### PROBLEM STATEMENT
Find every line in the records below that contains the word "Food", and copy each such line.

[Opening GIVEN ENTRIES section]

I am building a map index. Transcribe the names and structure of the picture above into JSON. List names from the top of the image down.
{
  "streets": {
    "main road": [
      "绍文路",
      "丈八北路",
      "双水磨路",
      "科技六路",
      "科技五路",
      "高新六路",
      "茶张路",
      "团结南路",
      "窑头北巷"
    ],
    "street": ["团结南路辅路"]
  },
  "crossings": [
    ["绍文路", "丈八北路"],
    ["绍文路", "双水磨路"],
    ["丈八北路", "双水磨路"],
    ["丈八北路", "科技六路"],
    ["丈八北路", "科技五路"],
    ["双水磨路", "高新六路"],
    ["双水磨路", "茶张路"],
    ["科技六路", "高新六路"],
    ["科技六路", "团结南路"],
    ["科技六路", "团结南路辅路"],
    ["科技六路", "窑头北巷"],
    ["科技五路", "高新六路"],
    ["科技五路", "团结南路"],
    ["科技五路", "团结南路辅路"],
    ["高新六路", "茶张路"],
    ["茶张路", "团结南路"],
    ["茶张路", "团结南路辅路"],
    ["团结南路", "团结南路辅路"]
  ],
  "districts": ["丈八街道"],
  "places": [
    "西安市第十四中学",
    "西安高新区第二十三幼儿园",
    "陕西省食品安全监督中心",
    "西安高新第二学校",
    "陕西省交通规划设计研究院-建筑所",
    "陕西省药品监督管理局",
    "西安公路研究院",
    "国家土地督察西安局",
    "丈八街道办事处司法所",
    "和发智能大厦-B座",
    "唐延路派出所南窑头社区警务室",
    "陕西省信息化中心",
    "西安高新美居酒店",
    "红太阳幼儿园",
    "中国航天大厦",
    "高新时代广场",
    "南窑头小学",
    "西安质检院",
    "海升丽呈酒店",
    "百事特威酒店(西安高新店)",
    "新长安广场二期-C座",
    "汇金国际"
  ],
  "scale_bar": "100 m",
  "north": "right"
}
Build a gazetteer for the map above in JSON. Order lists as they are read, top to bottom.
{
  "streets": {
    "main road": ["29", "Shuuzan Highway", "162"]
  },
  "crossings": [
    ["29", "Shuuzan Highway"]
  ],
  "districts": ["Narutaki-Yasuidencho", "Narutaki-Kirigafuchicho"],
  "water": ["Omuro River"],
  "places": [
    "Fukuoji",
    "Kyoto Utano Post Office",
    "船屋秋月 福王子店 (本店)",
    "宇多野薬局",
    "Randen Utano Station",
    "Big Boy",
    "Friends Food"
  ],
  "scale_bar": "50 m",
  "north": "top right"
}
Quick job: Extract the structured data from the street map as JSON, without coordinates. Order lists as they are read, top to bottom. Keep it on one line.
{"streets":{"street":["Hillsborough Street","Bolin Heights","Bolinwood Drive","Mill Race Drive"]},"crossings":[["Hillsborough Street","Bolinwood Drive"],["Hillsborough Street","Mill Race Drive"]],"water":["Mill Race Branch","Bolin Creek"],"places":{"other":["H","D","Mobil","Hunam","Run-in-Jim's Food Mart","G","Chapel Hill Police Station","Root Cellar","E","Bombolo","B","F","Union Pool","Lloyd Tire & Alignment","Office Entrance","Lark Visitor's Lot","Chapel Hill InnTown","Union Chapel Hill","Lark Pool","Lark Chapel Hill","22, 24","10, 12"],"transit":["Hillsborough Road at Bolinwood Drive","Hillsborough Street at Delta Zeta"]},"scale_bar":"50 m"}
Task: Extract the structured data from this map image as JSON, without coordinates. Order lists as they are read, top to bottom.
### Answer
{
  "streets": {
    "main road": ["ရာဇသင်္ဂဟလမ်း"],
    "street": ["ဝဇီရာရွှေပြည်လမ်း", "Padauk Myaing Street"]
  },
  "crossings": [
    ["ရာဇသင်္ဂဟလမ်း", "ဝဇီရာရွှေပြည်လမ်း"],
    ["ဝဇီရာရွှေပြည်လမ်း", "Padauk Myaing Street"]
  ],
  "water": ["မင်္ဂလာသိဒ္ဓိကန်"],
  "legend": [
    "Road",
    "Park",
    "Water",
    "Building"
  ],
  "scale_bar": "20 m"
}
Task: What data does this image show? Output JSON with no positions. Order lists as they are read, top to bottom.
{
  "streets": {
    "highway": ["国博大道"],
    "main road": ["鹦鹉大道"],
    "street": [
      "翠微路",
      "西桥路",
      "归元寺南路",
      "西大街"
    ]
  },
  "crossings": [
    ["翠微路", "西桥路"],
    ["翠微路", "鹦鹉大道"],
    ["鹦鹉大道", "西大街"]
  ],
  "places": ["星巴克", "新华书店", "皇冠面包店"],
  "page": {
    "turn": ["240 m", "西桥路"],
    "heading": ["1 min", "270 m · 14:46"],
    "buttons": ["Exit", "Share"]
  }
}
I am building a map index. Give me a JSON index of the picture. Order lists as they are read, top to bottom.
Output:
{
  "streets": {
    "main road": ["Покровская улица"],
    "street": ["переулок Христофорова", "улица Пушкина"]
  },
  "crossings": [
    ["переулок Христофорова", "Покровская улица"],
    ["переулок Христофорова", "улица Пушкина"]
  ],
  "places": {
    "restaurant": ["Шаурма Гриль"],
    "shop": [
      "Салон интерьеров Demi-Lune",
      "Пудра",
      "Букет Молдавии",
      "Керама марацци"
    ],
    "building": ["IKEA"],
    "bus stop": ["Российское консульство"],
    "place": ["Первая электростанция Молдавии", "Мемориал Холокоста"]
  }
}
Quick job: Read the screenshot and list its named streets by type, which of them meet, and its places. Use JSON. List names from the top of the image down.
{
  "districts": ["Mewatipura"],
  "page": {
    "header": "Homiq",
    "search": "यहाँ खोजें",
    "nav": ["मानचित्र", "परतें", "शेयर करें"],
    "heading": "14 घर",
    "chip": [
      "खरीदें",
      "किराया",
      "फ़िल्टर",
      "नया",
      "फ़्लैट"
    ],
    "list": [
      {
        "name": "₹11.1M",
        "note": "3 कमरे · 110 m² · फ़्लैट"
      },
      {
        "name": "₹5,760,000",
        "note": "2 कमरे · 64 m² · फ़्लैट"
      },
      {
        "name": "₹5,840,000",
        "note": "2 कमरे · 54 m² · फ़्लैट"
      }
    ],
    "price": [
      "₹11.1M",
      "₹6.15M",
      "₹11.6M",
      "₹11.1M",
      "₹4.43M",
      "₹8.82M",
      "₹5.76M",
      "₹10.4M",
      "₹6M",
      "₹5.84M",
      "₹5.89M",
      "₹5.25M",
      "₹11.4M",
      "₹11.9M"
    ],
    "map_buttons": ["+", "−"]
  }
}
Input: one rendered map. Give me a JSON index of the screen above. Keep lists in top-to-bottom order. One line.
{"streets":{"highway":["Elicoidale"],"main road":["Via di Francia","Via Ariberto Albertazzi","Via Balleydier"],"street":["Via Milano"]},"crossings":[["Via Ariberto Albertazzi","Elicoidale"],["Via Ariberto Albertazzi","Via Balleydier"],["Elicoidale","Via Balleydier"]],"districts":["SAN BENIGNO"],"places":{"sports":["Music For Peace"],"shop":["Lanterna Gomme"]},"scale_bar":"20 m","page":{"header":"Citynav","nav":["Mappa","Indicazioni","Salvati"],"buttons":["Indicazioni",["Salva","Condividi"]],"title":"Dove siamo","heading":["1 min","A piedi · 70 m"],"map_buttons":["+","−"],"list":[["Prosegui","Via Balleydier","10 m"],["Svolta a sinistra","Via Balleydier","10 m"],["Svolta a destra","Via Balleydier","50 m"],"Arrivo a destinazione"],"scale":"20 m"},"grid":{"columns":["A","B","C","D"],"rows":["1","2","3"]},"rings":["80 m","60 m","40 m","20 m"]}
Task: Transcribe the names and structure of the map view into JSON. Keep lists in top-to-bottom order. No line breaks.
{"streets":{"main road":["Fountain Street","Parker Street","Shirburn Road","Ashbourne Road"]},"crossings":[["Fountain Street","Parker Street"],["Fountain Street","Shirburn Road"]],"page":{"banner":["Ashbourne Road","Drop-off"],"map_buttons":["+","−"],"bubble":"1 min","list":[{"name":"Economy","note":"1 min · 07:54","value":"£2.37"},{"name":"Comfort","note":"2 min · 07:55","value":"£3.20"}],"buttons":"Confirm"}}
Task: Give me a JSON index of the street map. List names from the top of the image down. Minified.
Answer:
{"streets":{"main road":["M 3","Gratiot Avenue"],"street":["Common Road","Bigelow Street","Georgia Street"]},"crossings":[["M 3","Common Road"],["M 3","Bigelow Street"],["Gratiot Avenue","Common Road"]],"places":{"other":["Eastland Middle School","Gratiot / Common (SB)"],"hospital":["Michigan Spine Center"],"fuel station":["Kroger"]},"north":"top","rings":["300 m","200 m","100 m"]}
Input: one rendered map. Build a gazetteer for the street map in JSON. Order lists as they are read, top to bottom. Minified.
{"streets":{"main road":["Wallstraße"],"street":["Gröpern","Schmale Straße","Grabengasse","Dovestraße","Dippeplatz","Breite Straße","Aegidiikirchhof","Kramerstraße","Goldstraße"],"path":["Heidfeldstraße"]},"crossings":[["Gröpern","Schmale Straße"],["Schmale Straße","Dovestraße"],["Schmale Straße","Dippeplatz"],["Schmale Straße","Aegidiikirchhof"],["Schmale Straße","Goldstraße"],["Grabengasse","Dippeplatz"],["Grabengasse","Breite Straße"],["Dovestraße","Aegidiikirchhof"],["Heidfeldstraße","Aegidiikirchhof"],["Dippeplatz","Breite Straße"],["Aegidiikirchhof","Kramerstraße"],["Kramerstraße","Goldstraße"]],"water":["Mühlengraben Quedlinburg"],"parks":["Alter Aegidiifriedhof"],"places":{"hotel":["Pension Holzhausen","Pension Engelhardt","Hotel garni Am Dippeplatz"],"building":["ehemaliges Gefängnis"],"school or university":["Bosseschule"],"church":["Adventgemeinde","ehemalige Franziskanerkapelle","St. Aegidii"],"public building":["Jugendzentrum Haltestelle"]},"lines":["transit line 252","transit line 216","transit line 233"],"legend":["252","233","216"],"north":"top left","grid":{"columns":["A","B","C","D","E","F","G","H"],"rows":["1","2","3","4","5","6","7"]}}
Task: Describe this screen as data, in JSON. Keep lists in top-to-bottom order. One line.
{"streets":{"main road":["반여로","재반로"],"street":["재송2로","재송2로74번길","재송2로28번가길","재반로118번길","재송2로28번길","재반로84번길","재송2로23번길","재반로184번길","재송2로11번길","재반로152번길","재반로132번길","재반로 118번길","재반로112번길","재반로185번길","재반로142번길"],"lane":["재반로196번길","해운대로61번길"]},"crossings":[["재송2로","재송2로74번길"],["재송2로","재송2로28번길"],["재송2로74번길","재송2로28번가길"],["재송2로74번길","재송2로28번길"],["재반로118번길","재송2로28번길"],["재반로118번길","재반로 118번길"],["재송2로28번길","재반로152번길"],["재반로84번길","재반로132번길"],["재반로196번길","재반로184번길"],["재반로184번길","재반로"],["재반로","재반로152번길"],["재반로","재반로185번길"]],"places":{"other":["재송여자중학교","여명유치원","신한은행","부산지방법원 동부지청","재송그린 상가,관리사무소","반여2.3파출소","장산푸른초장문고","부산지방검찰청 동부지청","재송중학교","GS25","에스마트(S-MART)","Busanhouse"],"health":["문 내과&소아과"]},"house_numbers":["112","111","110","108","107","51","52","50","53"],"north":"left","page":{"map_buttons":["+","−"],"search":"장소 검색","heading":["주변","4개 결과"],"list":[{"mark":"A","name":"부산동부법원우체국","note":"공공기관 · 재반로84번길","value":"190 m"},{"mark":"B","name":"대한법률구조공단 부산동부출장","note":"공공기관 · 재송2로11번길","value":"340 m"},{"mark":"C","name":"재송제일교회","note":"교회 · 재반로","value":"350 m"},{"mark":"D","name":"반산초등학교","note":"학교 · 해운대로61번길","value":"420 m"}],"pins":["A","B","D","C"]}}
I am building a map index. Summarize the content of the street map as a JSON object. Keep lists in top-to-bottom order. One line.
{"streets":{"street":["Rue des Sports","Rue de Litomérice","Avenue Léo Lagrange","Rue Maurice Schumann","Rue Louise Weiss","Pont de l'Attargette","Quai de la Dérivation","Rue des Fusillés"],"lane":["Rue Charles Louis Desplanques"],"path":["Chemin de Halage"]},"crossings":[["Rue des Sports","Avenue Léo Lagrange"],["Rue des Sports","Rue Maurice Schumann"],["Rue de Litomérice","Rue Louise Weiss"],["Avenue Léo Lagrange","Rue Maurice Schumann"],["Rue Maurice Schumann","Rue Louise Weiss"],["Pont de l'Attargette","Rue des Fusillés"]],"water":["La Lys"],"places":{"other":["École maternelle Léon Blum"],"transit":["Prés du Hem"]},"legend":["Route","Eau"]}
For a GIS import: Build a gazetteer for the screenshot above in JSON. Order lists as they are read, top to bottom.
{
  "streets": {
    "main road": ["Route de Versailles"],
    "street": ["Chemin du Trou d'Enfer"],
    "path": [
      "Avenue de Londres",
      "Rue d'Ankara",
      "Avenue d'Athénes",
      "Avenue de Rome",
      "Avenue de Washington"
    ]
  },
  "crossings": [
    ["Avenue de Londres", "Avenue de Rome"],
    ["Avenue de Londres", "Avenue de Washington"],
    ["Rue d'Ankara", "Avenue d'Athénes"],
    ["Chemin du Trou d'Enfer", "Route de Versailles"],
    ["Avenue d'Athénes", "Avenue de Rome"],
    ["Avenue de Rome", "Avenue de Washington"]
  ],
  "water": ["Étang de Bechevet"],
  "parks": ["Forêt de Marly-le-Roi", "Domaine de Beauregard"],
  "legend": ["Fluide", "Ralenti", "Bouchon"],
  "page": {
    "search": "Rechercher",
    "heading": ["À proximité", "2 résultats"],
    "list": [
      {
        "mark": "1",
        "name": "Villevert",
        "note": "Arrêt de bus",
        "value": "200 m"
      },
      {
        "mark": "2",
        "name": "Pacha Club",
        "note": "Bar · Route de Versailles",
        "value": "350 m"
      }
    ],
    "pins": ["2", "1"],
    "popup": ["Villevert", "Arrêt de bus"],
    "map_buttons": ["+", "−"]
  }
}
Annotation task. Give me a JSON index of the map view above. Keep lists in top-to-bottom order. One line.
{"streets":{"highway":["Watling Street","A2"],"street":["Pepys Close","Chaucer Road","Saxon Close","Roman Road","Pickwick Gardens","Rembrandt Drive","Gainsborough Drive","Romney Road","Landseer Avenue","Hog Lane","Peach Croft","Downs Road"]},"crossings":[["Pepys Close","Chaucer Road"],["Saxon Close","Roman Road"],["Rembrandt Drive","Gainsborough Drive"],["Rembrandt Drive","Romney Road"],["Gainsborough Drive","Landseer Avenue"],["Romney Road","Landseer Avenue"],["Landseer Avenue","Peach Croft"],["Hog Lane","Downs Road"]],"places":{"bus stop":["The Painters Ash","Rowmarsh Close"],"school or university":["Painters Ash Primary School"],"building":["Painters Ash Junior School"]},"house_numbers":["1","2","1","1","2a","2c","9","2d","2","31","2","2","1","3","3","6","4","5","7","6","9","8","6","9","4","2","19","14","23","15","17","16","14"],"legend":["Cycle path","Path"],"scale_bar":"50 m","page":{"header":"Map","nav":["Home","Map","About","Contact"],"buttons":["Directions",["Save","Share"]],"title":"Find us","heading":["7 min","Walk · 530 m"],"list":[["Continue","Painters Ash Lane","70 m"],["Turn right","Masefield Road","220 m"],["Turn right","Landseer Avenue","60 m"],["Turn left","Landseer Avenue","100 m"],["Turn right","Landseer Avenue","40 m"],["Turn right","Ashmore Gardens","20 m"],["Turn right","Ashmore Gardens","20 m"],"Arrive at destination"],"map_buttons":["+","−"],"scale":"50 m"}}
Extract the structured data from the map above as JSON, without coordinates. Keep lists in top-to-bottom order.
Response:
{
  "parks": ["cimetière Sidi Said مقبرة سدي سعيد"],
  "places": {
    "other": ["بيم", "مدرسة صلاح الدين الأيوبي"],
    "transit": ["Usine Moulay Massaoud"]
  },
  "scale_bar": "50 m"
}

[Closing GIVEN ENTRIES section]

### ANSWER FOR THIS EXERCISE
    "Friends Food"
{"streets":{"street":["Hillsborough Street","Bolin Heights","Bolinwood Drive","Mill Race Drive"]},"crossings":[["Hillsborough Street","Bolinwood Drive"],["Hillsborough Street","Mill Race Drive"]],"water":["Mill Race Branch","Bolin Creek"],"places":{"other":["H","D","Mobil","Hunam","Run-in-Jim's Food Mart","G","Chapel Hill Police Station","Root Cellar","E","Bombolo","B","F","Union Pool","Lloyd Tire & Alignment","Office Entrance","Lark Visitor's Lot","Chapel Hill InnTown","Union Chapel Hill","Lark Pool","Lark Chapel Hill","22, 24","10, 12"],"transit":["Hillsborough Road at Bolinwood Drive","Hillsborough Street at Delta Zeta"]},"scale_bar":"50 m"}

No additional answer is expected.